Emanuel has been publicly bullish on the consolidation of media companies such as Amazon acquiring MGM and WarnerMedia and Discovery joining forces. The consolidation bears out his thesis that premium content and IP are now being placed at an even higher premium than they had been previously. Content studios have garnered significant attention from financial sponsors in 2021 alone.
- Lebron James’ SpringHill raised money from RedBird Capital, Epic Games, and Nike at a $725 million valuation.
- Reese Witherspoon’s Hello Sunshine sold for $900 million to a media company backed by Blackstone.
- Will Smith’s Westbrook Studios has reportedly engaged in acquisition talks with the same Blackstone firm that bought Hello Sunshine.
However, while the content did show the highest growth of all verticals, it is owned sports properties that Endeavor truly sees as the IP treasure trove.
Linear and digital platforms are vying for sports assets. Amazon has emerged as the frontrunner to buy a minority stake in the NFL’s media properties while also bidding specifically for the Sunday Ticket package. NBC retained the rights to the Premier League for $2.7 billion over six years — more than double the value of the previous six-year, $1.1 billion deal.
Endeavor now has the opportunity to lean fully into the category it is most bullish about.
What if Endeavor became the Berkshire Hathaway of sports leagues?
On the surface, this may seem strange but the model is already in place. Given the nature of Endeavor’s current HoldCo structure, which allows for ownership of individual subsidiaries, the company could begin to build out a portfolio of up-and-coming sports properties.

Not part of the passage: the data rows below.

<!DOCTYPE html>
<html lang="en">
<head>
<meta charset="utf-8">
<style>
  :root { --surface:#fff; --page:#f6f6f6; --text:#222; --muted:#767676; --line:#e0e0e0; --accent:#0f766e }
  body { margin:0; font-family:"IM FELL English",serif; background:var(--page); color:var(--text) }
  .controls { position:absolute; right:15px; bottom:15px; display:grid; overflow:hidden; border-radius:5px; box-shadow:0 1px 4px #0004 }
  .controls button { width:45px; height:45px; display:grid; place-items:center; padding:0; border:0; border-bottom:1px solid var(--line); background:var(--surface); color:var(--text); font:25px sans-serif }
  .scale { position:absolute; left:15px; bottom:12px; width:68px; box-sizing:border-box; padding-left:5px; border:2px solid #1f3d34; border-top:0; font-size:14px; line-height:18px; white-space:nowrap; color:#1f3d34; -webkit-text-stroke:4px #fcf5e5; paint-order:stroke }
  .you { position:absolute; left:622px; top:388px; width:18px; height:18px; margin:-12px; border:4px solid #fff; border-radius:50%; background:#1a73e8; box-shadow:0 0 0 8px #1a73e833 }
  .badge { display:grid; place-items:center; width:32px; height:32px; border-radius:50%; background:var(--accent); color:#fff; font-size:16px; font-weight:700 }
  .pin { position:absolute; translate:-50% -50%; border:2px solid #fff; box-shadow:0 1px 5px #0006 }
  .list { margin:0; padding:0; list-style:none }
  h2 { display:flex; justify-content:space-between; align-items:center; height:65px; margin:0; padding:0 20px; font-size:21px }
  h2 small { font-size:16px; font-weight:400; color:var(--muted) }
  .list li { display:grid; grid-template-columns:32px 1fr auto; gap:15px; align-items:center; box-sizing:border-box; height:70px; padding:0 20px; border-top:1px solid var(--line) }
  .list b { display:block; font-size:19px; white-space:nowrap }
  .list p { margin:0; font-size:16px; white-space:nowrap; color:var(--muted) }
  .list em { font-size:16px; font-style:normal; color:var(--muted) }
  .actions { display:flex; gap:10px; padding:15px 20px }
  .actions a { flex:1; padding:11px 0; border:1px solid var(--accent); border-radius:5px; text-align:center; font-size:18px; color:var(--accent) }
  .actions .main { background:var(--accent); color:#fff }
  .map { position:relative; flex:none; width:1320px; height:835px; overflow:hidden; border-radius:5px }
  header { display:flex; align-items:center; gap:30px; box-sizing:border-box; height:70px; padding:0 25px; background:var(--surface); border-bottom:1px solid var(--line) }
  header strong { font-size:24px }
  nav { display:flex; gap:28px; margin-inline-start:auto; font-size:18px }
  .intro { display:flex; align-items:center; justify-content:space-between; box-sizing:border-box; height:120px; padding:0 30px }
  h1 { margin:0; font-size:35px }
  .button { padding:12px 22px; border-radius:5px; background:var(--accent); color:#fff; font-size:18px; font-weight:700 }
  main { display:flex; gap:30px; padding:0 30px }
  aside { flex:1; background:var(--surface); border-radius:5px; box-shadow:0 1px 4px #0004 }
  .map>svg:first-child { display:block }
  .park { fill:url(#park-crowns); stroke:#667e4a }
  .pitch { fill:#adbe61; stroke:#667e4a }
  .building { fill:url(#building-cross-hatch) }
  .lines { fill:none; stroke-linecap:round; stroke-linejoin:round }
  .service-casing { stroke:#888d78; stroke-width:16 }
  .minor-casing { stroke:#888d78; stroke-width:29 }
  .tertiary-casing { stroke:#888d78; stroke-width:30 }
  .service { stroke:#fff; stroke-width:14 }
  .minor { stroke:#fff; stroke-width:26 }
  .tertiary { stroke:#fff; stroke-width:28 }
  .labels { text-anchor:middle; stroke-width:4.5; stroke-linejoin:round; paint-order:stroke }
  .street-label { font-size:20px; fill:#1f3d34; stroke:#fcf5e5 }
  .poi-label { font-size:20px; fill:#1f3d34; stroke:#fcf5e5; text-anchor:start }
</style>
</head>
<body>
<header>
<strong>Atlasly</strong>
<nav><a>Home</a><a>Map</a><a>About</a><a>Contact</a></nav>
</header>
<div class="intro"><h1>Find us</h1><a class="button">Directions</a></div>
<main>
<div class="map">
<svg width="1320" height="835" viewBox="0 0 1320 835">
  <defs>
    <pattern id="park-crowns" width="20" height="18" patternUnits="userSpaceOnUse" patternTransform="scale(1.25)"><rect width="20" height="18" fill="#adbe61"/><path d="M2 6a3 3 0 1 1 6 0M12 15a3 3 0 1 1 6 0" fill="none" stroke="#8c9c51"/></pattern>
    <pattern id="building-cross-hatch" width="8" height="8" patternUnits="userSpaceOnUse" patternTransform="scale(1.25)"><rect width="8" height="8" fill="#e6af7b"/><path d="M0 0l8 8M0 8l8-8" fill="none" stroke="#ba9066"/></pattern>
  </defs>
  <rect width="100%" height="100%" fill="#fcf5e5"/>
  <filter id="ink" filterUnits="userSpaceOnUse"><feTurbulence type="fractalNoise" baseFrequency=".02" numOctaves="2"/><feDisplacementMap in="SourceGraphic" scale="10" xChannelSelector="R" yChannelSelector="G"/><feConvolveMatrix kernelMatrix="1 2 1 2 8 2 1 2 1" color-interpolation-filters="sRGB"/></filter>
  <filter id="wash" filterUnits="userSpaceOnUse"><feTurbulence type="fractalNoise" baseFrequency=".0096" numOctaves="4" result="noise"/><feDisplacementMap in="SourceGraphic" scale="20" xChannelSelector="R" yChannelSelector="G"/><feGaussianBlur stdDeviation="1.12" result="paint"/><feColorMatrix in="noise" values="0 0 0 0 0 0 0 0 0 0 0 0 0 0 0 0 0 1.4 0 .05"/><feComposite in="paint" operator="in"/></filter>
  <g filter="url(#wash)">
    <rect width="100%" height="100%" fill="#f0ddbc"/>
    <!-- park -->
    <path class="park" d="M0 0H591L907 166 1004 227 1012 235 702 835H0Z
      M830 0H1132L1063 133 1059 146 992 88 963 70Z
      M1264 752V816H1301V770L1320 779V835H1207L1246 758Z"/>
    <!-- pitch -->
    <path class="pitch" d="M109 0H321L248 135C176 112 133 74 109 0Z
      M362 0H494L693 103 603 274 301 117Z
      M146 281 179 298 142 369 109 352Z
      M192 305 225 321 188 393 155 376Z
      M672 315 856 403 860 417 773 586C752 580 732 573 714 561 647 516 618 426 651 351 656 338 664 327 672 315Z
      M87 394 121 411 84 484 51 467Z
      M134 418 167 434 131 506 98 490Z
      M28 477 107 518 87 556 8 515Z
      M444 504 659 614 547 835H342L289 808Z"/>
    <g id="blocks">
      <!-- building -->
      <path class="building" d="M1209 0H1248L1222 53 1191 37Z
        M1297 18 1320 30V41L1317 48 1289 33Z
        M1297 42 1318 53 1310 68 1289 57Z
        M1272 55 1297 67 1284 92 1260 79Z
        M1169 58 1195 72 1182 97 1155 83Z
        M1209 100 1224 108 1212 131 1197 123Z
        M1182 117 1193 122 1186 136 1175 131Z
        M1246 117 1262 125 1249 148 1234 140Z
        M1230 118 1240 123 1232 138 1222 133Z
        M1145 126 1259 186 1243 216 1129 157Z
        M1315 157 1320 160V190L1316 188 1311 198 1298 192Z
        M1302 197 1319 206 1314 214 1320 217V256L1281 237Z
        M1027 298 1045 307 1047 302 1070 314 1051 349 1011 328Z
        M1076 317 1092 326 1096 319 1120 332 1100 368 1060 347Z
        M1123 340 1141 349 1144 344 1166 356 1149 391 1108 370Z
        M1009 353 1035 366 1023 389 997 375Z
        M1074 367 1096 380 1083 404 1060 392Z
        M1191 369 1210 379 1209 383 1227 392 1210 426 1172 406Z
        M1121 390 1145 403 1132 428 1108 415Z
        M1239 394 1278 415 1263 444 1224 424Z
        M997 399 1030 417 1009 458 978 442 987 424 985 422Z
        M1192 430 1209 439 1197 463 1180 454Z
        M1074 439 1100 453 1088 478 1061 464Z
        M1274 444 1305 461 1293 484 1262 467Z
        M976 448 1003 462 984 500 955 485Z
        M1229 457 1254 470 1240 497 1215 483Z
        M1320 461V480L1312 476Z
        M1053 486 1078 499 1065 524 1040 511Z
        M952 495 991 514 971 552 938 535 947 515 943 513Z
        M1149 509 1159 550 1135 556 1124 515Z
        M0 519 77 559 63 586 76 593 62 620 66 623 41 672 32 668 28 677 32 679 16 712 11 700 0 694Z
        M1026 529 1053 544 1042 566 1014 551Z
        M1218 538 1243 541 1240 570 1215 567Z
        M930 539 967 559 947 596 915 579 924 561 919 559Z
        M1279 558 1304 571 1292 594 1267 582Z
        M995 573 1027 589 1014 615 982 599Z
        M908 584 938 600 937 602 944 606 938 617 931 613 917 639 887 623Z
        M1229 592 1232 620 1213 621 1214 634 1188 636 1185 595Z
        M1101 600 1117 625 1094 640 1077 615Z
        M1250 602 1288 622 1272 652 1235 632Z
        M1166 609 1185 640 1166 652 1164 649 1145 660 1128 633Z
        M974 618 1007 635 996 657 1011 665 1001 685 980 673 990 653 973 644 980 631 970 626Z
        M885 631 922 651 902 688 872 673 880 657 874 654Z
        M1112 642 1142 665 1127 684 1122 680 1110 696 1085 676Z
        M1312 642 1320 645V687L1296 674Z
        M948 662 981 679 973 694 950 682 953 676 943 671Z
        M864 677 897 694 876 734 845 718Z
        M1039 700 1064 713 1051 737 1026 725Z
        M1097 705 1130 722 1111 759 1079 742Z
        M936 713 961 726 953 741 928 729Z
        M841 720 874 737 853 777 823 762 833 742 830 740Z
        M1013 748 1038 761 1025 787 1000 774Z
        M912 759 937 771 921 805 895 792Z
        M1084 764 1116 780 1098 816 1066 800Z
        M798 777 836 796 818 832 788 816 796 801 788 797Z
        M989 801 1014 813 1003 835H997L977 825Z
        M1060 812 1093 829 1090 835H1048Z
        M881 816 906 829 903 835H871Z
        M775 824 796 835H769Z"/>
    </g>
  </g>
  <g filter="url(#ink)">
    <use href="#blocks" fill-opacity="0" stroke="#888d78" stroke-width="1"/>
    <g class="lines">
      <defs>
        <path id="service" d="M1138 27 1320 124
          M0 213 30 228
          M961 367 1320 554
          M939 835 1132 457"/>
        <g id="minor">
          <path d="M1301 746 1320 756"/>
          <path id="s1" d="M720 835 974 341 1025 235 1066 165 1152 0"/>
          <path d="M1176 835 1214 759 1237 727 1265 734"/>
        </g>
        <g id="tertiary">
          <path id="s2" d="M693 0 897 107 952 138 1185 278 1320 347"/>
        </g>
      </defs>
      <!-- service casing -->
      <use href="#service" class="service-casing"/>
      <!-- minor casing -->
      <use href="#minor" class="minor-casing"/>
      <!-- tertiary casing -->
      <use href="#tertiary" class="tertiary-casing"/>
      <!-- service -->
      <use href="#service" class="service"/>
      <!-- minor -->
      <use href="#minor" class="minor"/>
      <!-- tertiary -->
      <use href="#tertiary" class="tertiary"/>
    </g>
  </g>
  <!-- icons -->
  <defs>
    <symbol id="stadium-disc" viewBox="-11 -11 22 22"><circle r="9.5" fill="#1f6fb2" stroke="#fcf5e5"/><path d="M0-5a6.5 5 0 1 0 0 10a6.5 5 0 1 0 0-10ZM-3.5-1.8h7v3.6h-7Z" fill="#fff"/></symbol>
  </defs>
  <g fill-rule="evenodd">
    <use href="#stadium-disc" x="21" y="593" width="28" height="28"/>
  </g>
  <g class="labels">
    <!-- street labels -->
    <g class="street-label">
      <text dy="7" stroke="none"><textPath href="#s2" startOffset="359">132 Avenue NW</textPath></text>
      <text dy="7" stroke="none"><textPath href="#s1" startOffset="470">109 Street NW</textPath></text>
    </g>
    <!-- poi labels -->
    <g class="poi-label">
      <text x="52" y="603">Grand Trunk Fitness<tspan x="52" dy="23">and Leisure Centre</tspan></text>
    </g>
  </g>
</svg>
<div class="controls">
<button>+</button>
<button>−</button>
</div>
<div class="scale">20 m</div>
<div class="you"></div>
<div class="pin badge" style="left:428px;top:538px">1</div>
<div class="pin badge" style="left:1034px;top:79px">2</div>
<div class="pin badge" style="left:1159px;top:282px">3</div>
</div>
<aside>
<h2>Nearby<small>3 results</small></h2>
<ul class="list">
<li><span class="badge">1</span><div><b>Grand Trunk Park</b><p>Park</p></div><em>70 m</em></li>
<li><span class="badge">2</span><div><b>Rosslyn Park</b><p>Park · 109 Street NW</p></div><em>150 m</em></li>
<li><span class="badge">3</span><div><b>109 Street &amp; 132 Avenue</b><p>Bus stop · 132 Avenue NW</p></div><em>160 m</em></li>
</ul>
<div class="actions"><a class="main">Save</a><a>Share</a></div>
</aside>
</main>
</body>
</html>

When Endeavor bought into the UFC for majority control in 2016, the $4 billion price tag was an investment in the potential that the MMA would become mainstream, an investment that has come to fruition. Potential targets for the same type of investment:
- Professional Lacrosse League
- The Indian Premier League
- Professional Pickleball Association
- National Rugby League (Australia)
The PLL in particular is an attractive asset which has recently demonstrated growth amidst the pandemic. According to commissioner Paul Rabil, the league saw a 42% increase in ticket revenues YoY.
With the UFC as the centerpiece, Endeavor could surround it with fast-growing properties which could “draft” off the HoldCo’s existing operational competencies.
Growth and value appreciation take time, but if Endeavor can hit another home run like it did with the UFC, it might be worth the wait.